▶ [Exercise requirements]:
Please print each entry below exactly as it stands, but without any pictures.
*** Begin section ***
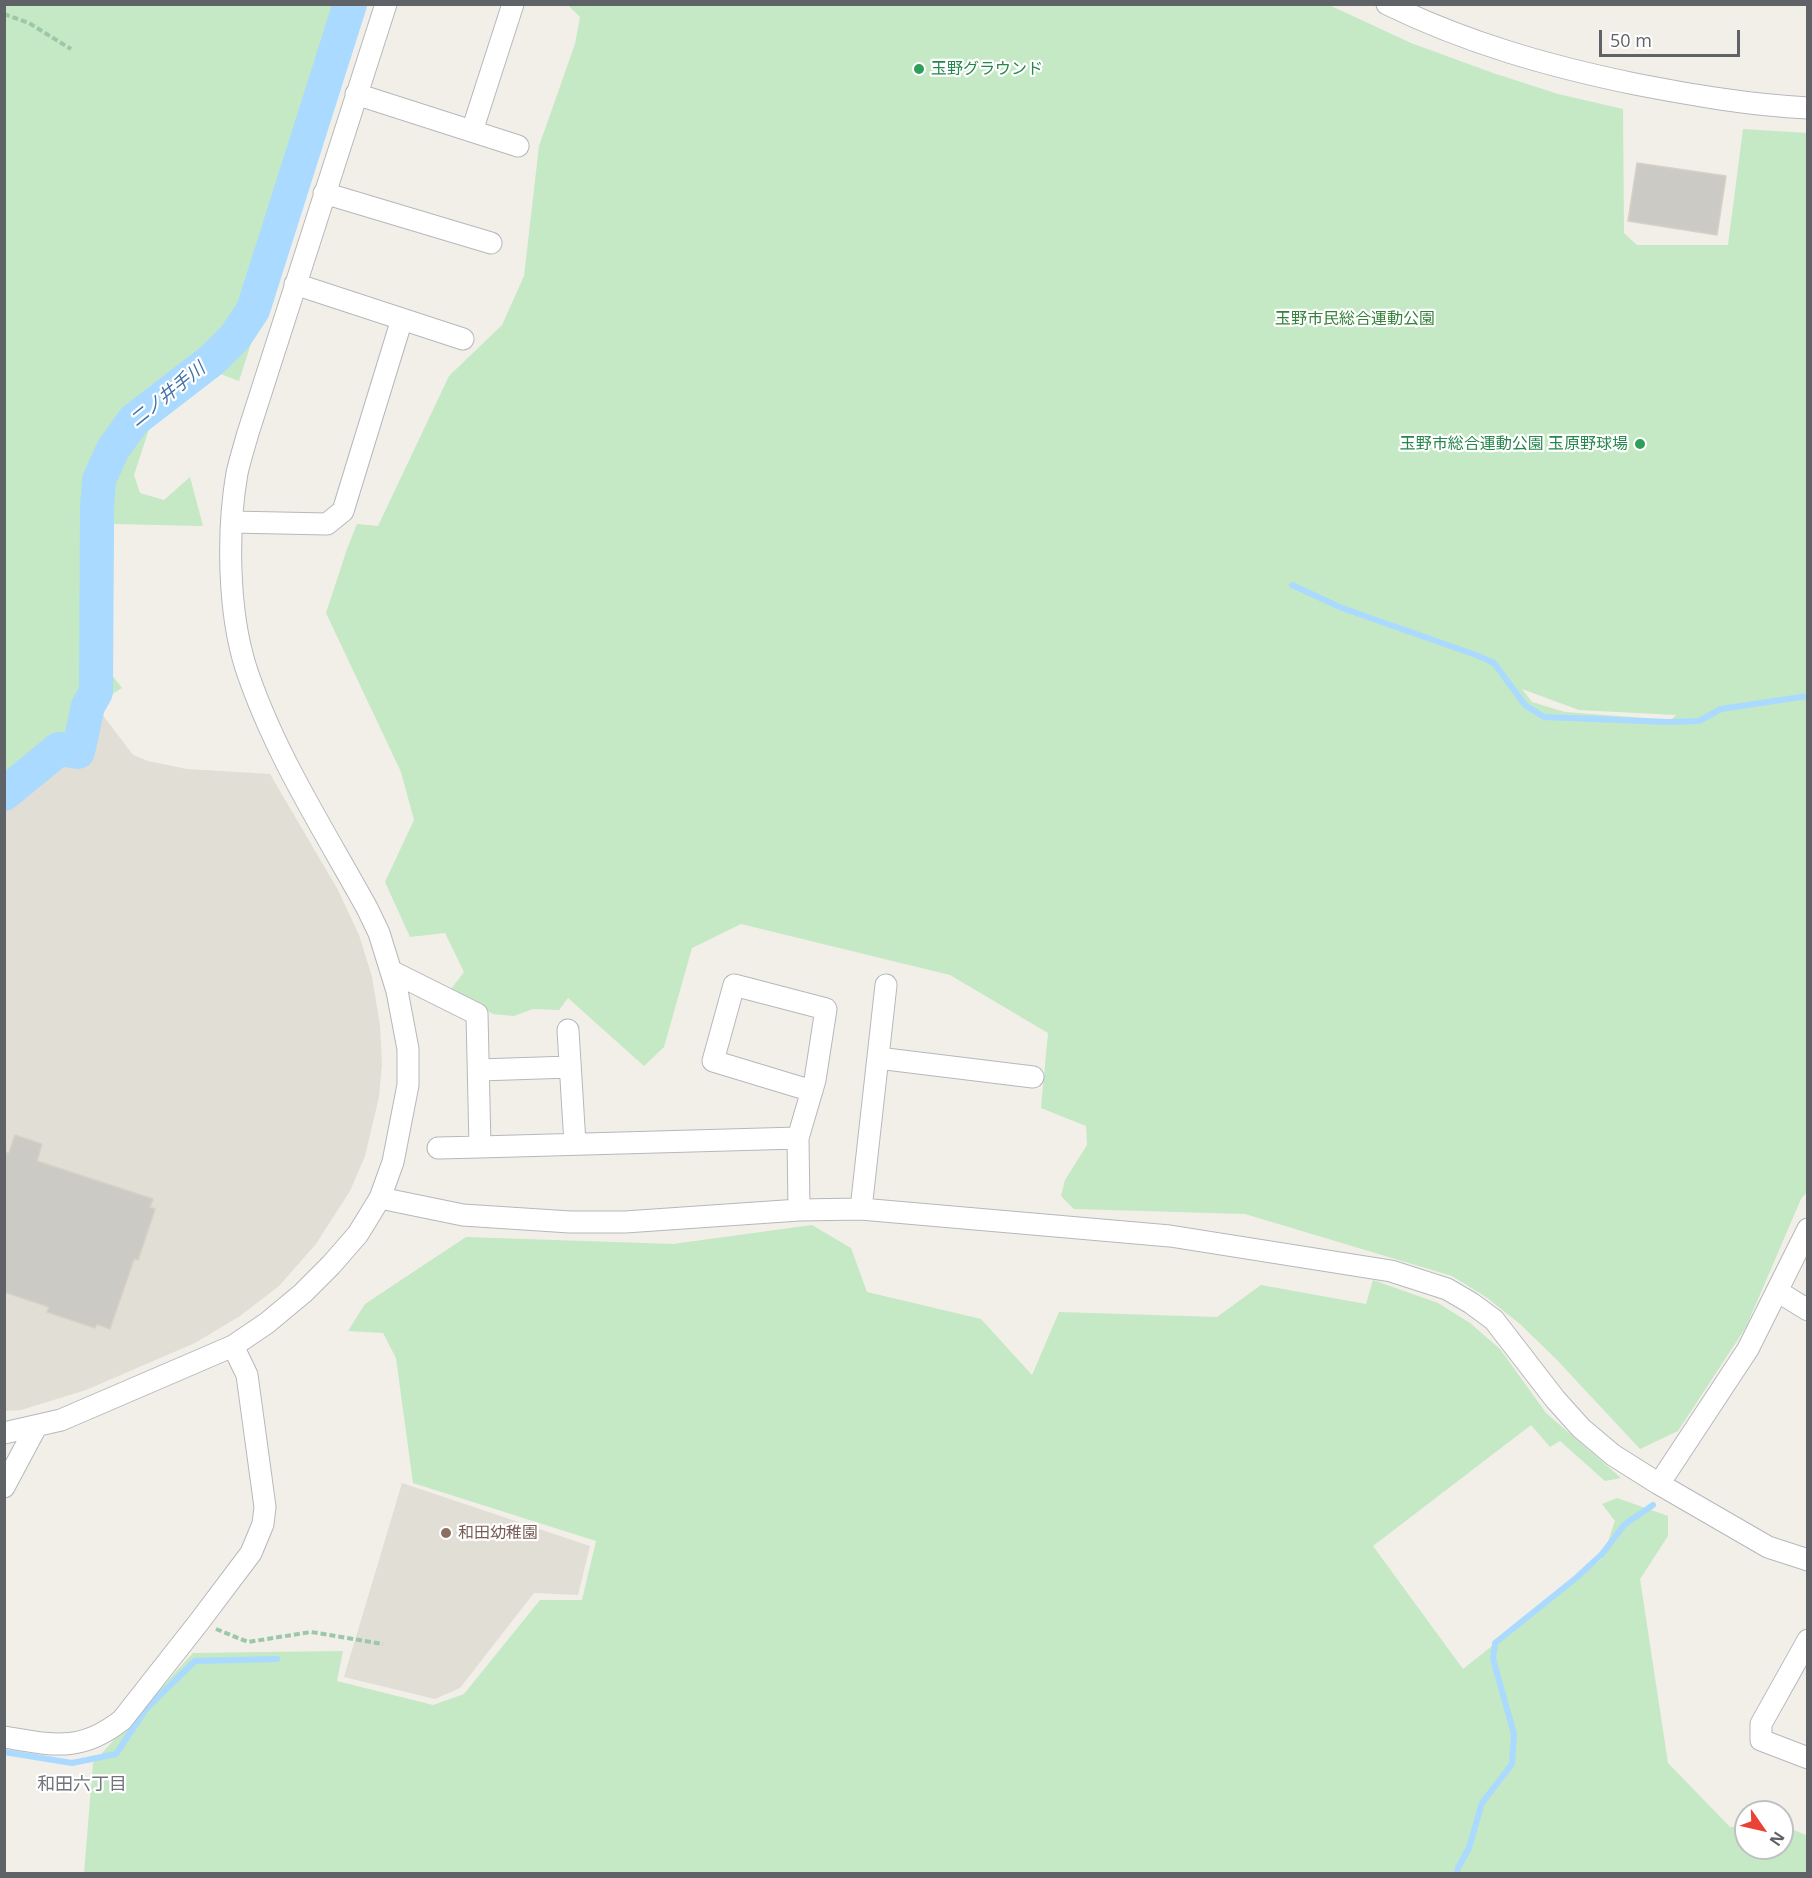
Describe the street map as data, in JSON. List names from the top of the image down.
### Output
{
  "districts": ["和田六丁目"],
  "water": ["二ノ井手川"],
  "parks": ["玉野市民総合運動公園"],
  "places": ["玉野グラウンド", "玉野市総合運動公園 玉原野球場", "和田幼稚園"],
  "scale_bar": "50 m",
  "north": "bottom right"
}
*** End section ***
▶ [Final answer]:
Describe the street map as data, in JSON. List names from the top of the image down.
### Output
{
  "districts": ["和田六丁目"],
  "water": ["二ノ井手川"],
  "parks": ["玉野市民総合運動公園"],
  "places": ["玉野グラウンド", "玉野市総合運動公園 玉原野球場", "和田幼稚園"],
  "scale_bar": "50 m",
  "north": "bottom right"
}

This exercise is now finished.